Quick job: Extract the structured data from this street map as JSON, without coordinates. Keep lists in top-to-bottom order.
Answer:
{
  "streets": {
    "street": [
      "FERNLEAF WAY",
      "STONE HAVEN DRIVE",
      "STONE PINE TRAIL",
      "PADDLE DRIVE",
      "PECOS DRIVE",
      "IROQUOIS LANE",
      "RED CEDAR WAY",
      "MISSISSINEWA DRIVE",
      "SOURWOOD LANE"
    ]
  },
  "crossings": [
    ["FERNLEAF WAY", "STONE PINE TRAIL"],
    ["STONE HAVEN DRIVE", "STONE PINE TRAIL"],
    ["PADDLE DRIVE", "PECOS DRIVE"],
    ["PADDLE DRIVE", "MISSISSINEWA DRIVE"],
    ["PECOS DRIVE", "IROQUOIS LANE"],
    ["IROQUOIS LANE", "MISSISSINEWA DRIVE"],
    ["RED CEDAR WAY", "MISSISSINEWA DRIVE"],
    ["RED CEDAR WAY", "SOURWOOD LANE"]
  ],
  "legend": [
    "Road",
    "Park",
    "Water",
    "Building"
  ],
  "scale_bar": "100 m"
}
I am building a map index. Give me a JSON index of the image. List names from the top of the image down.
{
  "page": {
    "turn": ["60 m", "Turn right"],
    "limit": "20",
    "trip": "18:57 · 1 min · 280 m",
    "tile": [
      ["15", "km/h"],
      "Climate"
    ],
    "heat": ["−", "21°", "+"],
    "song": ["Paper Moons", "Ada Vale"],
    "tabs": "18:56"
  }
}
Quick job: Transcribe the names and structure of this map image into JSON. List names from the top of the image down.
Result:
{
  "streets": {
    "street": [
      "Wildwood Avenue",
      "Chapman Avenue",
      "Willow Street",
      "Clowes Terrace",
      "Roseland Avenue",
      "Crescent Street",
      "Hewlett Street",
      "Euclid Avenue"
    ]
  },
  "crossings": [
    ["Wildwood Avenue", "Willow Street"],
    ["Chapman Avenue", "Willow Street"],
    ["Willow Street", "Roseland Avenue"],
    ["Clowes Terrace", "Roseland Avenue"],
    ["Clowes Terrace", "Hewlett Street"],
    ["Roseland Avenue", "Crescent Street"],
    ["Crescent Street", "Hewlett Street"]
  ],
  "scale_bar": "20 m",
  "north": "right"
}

■ WHAT IS EXPECTED ■
Retype, exactly and with nothing added, the lines of the material above from the first through the one that contains "Quick job: Transcribe".

■ RESULT FOR THIS TASK ■
Quick job: Extract the structured data from this street map as JSON, without coordinates. Keep lists in top-to-bottom order.
Answer:
{
  "streets": {
    "street": [
      "FERNLEAF WAY",
      "STONE HAVEN DRIVE",
      "STONE PINE TRAIL",
      "PADDLE DRIVE",
      "PECOS DRIVE",
      "IROQUOIS LANE",
      "RED CEDAR WAY",
      "MISSISSINEWA DRIVE",
      "SOURWOOD LANE"
    ]
  },
  "crossings": [
    ["FERNLEAF WAY", "STONE PINE TRAIL"],
    ["STONE HAVEN DRIVE", "STONE PINE TRAIL"],
    ["PADDLE DRIVE", "PECOS DRIVE"],
    ["PADDLE DRIVE", "MISSISSINEWA DRIVE"],
    ["PECOS DRIVE", "IROQUOIS LANE"],
    ["IROQUOIS LANE", "MISSISSINEWA DRIVE"],
    ["RED CEDAR WAY", "MISSISSINEWA DRIVE"],
    ["RED CEDAR WAY", "SOURWOOD LANE"]
  ],
  "legend": [
    "Road",
    "Park",
    "Water",
    "Building"
  ],
  "scale_bar": "100 m"
}
I am building a map index. Give me a JSON index of the image. List names from the top of the image down.
{
  "page": {
    "turn": ["60 m", "Turn right"],
    "limit": "20",
    "trip": "18:57 · 1 min · 280 m",
    "tile": [
      ["15", "km/h"],
      "Climate"
    ],
    "heat": ["−", "21°", "+"],
    "song": ["Paper Moons", "Ada Vale"],
    "tabs": "18:56"
  }
}
Quick job: Transcribe the names and structure of this map image into JSON. List names from the top of the image down.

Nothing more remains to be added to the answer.